Regionalgruppe des Vereins „Deutsche Sprache" führte Tagung durch

Er existiert seit 1997 und hat mittlerweile mehr als 36.000 Mitglieder, der Verein „Deutsche Sprache“. Unter den Mitgliedern finden sich auch illustre Namen wie: Hans-Jürgen Buchner (Haindling), Peter Hahne (ZDF), Dieter Hallervorden, Waldemar Hartmann (Bayerischer Rundfunk), Ottmar Hitzfeld (Fußballtrainer), Prof. Dr. Paul Kirchhof (ehem. Bundesverfassungsrichter), Peter Kraus (Schlagersänger), Michael Mendl (Schauspieler), Boris Palmer (Oberbürgermeister von Tübingen), Reinhard Schlieker (ZDF), Bastian Sick (Bestsellerautor), Peter Sloterdijk (Philosoph), Simone Olga (Kabarettistin), Hans Zehentmair (ehemaliger Bayerischer Kultusminister). In Bad Endorf hielt der Verein jetzt seine Regionaltagung für die „Region 83“ ab, die umfasst alle Ortschaften, deren Postleitzahl mit 83 beginnen, also auch das Chiemgau und den Altlandkreis Wasserburg.

Der Vorsitzende der Regionalgruppe, Prof. Dr. Wolfgang Hiller (Foto), umriss in seinem Vortrag, den er den erschienenen Mitgliedern hielt, die Themen, um die sich der Verein Deutsche Sprache kümmere. Das seien zum einen die „Anglizismen“, zum anderen die „Gendersprache“. Hiller richtete sein Augenmerk zunächst auf die Anglizismen. Dabei unterschied er zwischen sinnvollen Begriffen, die auch Eingang in die deutsche Sprache gefunden hätten und überflüssigen oder albernen Begriffen.

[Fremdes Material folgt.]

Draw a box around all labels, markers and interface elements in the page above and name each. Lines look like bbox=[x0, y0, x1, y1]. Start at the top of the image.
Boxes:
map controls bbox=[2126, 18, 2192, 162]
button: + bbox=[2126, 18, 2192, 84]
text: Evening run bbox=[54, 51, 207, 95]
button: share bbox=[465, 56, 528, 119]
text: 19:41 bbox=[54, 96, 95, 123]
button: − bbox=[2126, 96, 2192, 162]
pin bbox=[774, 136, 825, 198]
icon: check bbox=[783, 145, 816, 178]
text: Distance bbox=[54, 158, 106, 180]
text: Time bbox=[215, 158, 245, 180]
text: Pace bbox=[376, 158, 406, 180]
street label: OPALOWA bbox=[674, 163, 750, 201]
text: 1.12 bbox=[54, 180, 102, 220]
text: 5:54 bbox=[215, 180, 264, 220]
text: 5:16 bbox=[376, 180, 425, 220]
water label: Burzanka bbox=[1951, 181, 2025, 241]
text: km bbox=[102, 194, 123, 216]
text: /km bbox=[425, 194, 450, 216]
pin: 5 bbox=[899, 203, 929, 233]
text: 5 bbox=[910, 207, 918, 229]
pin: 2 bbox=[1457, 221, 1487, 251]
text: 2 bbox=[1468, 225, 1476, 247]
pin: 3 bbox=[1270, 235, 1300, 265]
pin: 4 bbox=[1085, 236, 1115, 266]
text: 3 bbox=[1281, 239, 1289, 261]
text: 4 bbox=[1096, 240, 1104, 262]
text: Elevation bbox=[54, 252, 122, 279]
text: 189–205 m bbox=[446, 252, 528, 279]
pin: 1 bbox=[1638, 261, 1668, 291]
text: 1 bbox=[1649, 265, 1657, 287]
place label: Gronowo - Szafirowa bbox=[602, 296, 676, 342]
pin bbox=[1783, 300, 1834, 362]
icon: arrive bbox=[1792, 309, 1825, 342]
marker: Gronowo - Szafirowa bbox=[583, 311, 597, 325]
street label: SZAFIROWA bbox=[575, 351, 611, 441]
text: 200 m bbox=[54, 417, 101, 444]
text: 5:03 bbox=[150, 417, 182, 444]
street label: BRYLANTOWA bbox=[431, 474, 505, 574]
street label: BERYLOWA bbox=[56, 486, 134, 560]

Sport, Start, Stopp, Test, Trick, Popmusik, Pullover, Keks seien Begriffe, die bereits perfekt in die deutsche Sprache integriert seien und damit einen Teil dieser Sprache ausmachten. Baby, Clown, Cowboy, Couch, Disc Jockey, Flirt, Hobby, Jeans, Job, Party, Snack, Steak, Team, Toast, Training seien Begriffe, die zwar nicht deutsch ausgesprochen würden, aber auch mittlerweile perfekt in unseren Sprachgebrauch integriert seien.

Begriffe wie „User“, „Workaholic“, „Workload“, „Start-up“, „outsourcen“, „downloaden“, „recyclen“, „brainstormen“, „performen“ oder „stylen“ hingegen seien hingegen überflüssig und albern, weil man die hier dargestellten Sachverhalte genauso gut auf deutsch sagen könne, beziehungsweise im Deutschen teilweise sogar präzisere Begriffe habe.

Dann wandte er sich der „Gendersprache“ oder, wie man es sehr häufig höre, der gendersensiblen Sprache zu. Er berichtete, dass es eine Petition an den Deutschen Bundestag gebe, in der die sogenannte Gendersprache abgelehnt werde. Er wies darauf hin, dass die Initiatoren dieser Petition sämtlich Frauen seien. Es gebe aber Menschen, die mit aller Macht das „Gendern“ durchsetzen wollten und jeden, der nicht mitmache, sofort als moralisch verwerflich brandmarkten.

Er referierte die Hauptargumente der „feministischen Sprachkritik“: Frauen seien aufgrund der Verwendung des generischen Maskulinums sprachlich benachteiligt.

Zwei Hauptargumente würden hierfür angeführt:

1. Das generische Maskulinum bezeichne ausschließlich Männer, Frauen seien dadurch nicht „sichtbar“.

2. Psycholinguistische Untersuchen hätten gezeigt, dass mit dem generischen Maskulinum in höherem Maße männliche Personen assoziiert seien; dies sei für Frauen diskriminierend.

Hiller betonte, dass beide Hauptargumente falsch seien. Frauen würden durch das generische Maskulinum nicht diskriminiert, im Gegenteil, sie seien hier einbezogen.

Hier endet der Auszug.